Exercise aim = Before printing the listing, strip out its pictures and keep everything else exact.

Collected material =

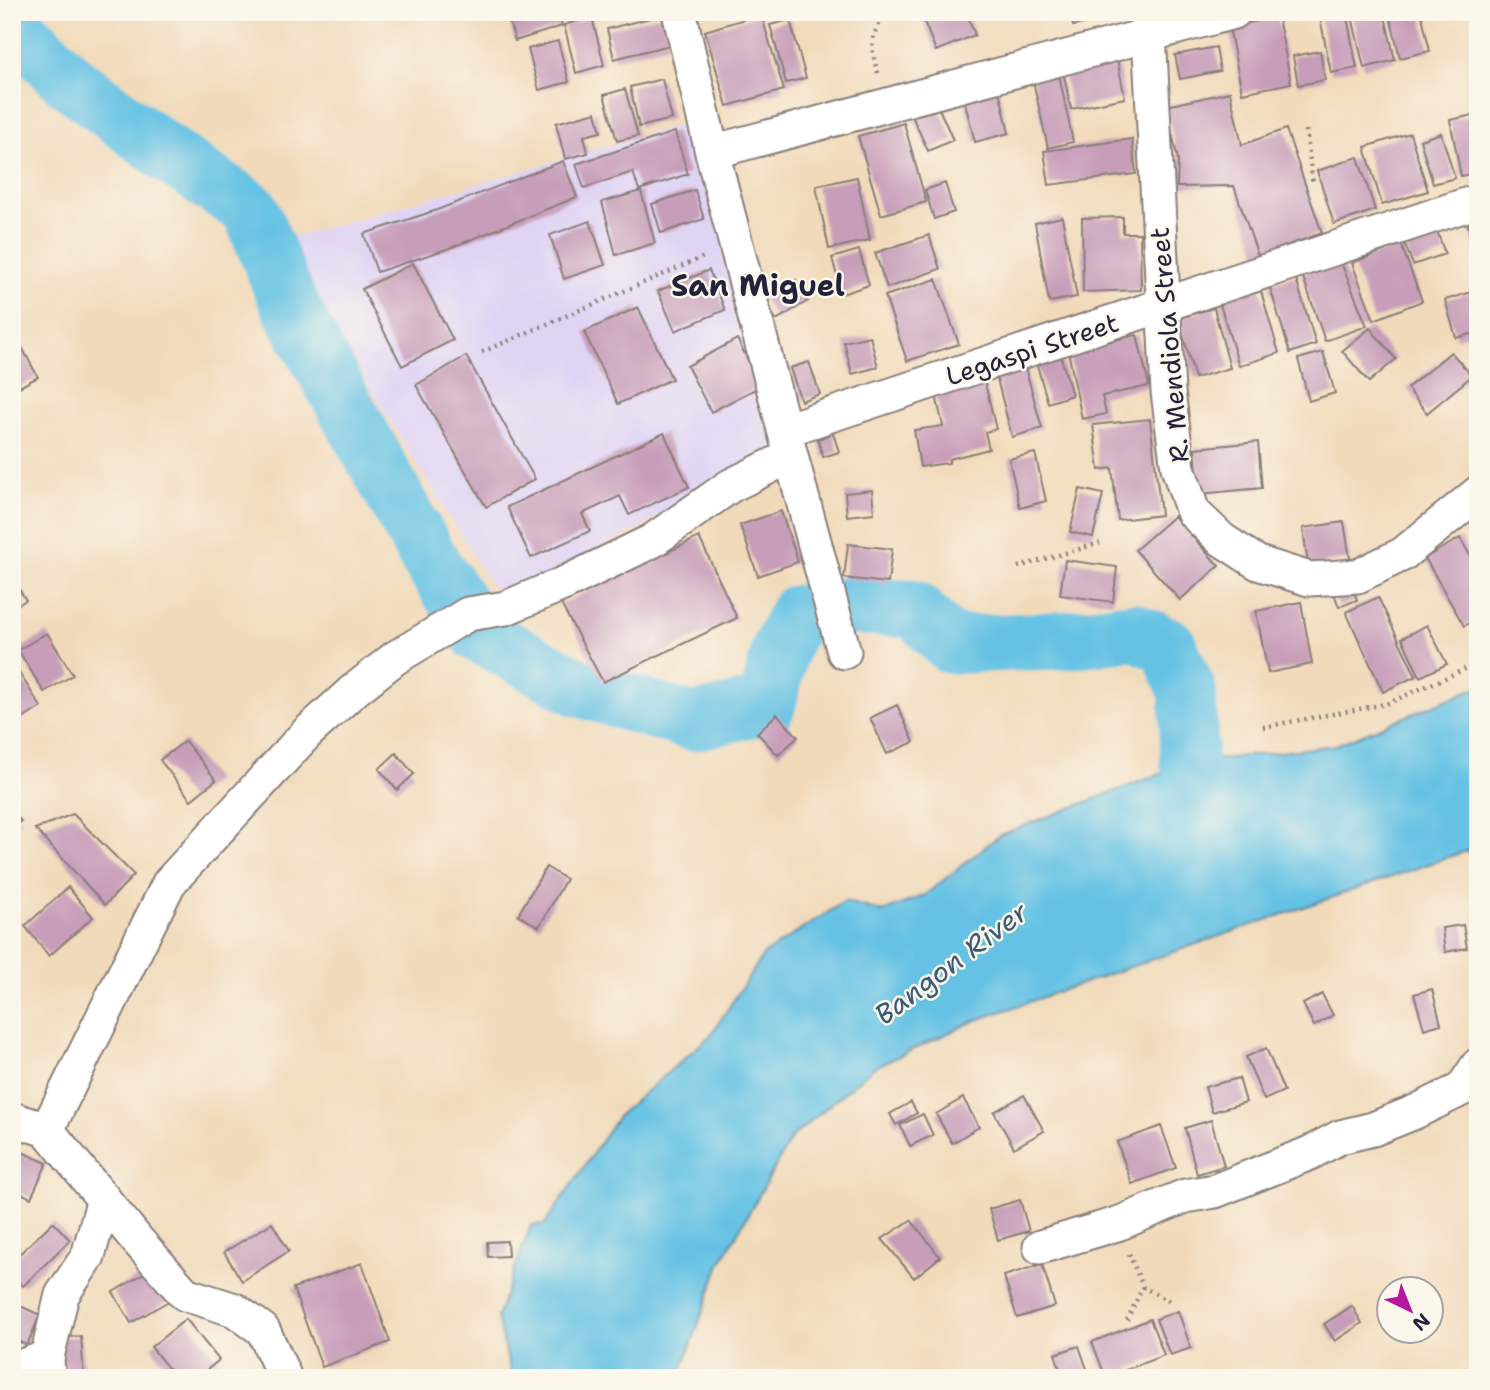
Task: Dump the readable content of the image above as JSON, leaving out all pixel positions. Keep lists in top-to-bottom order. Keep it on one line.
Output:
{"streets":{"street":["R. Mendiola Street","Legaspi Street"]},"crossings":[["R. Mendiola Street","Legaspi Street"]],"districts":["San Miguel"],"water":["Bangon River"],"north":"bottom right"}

Expected answer =
Task: Dump the readable content of the image above as JSON, leaving out all pixel positions. Keep lists in top-to-bottom order. Keep it on one line.
Output:
{"streets":{"street":["R. Mendiola Street","Legaspi Street"]},"crossings":[["R. Mendiola Street","Legaspi Street"]],"districts":["San Miguel"],"water":["Bangon River"],"north":"bottom right"}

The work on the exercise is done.